## Source material

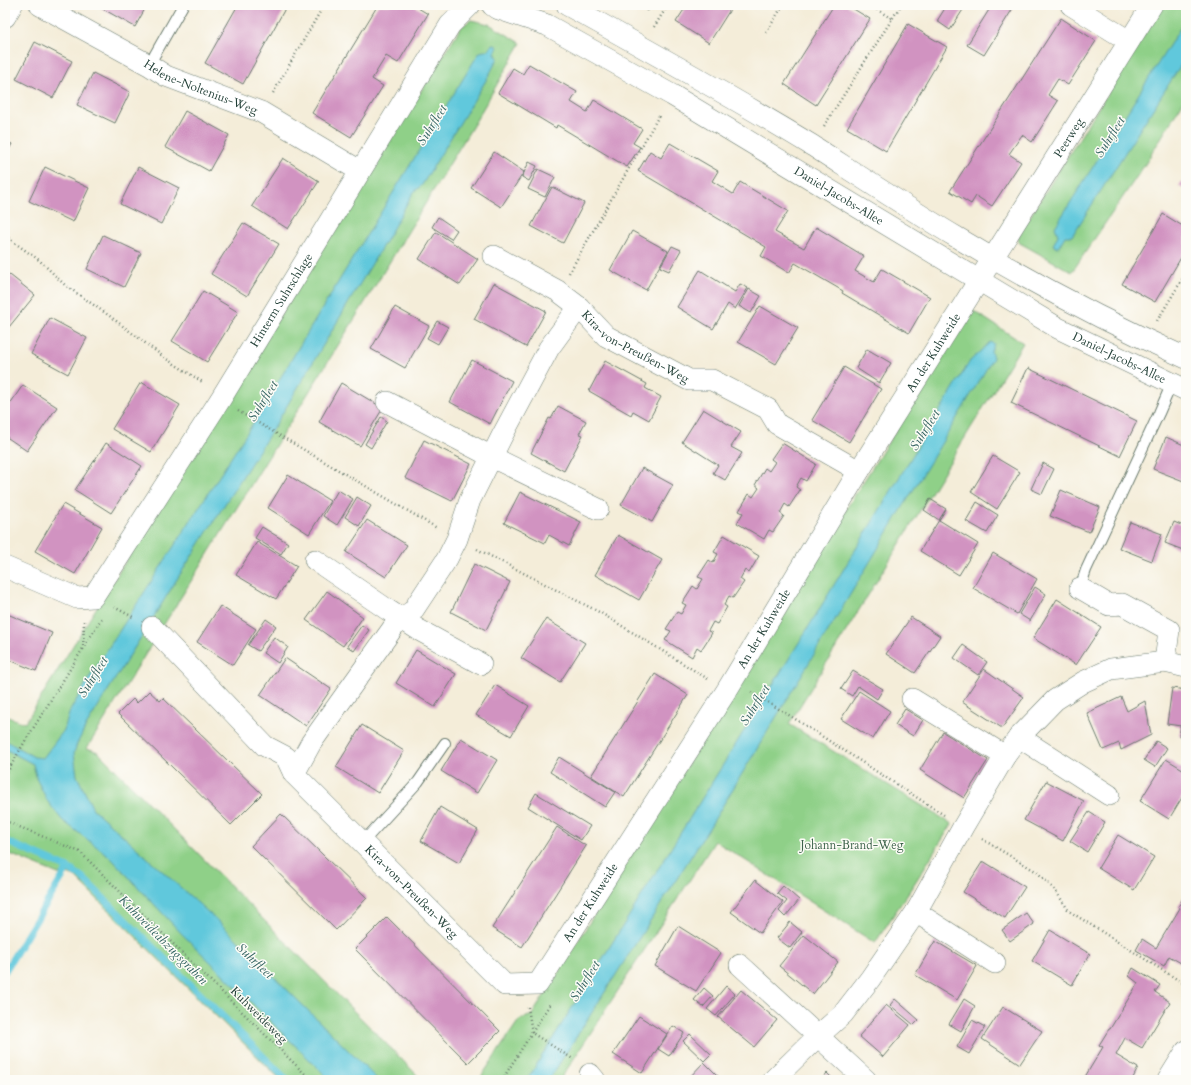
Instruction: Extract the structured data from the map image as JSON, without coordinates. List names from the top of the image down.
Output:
{
  "streets": {
    "street": [
      "Helene-Noltenius-Weg",
      "Peerweg",
      "Daniel-Jacobs-Allee",
      "Hinterm Suhrschlage",
      "Kira-von-Preußen-Weg",
      "An der Kuhweide"
    ],
    "path": ["Kuhweideweg"]
  },
  "crossings": [
    ["Helene-Noltenius-Weg", "Hinterm Suhrschlage"],
    ["Peerweg", "Daniel-Jacobs-Allee"],
    ["Peerweg", "An der Kuhweide"],
    ["Daniel-Jacobs-Allee", "An der Kuhweide"],
    ["Kira-von-Preußen-Weg", "An der Kuhweide"]
  ],
  "water": ["Suhrfleet", "Kuhweideabzugsgraben"],
  "parks": ["Johann-Brand-Weg"]
}
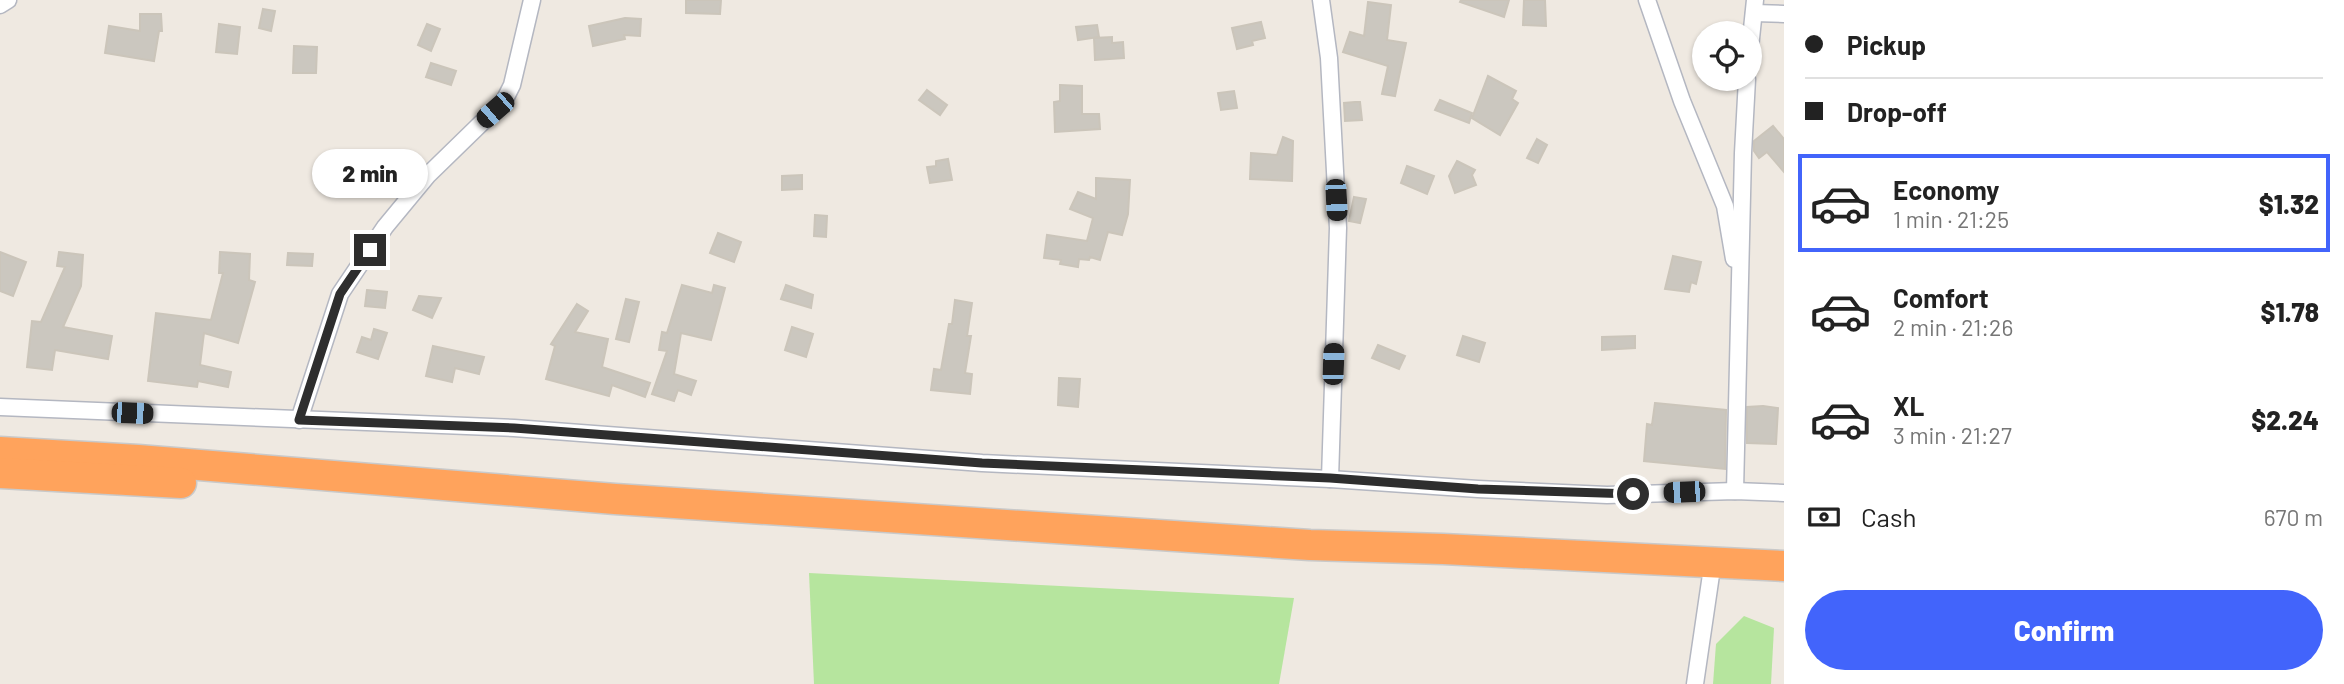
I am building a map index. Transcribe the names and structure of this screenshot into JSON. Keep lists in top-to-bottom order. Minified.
{"page":{"banner":["Pickup","Drop-off"],"bubble":"2 min","list":[{"name":"Economy","note":"1 min · 21:25","value":"$1.32"},{"name":"Comfort","note":"2 min · 21:26","value":"$1.78"},{"name":"XL","note":"3 min · 21:27","value":"$2.24"}],"pay":["Cash","670 m"],"buttons":"Confirm"}}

## Aim of the exercise
Copy out the lines from the line containing "I am building" to the end of the listing above, without alteration.

## Answer to this exercise
I am building a map index. Transcribe the names and structure of this screenshot into JSON. Keep lists in top-to-bottom order. Minified.
{"page":{"banner":["Pickup","Drop-off"],"bubble":"2 min","list":[{"name":"Economy","note":"1 min · 21:25","value":"$1.32"},{"name":"Comfort","note":"2 min · 21:26","value":"$1.78"},{"name":"XL","note":"3 min · 21:27","value":"$2.24"}],"pay":["Cash","670 m"],"buttons":"Confirm"}}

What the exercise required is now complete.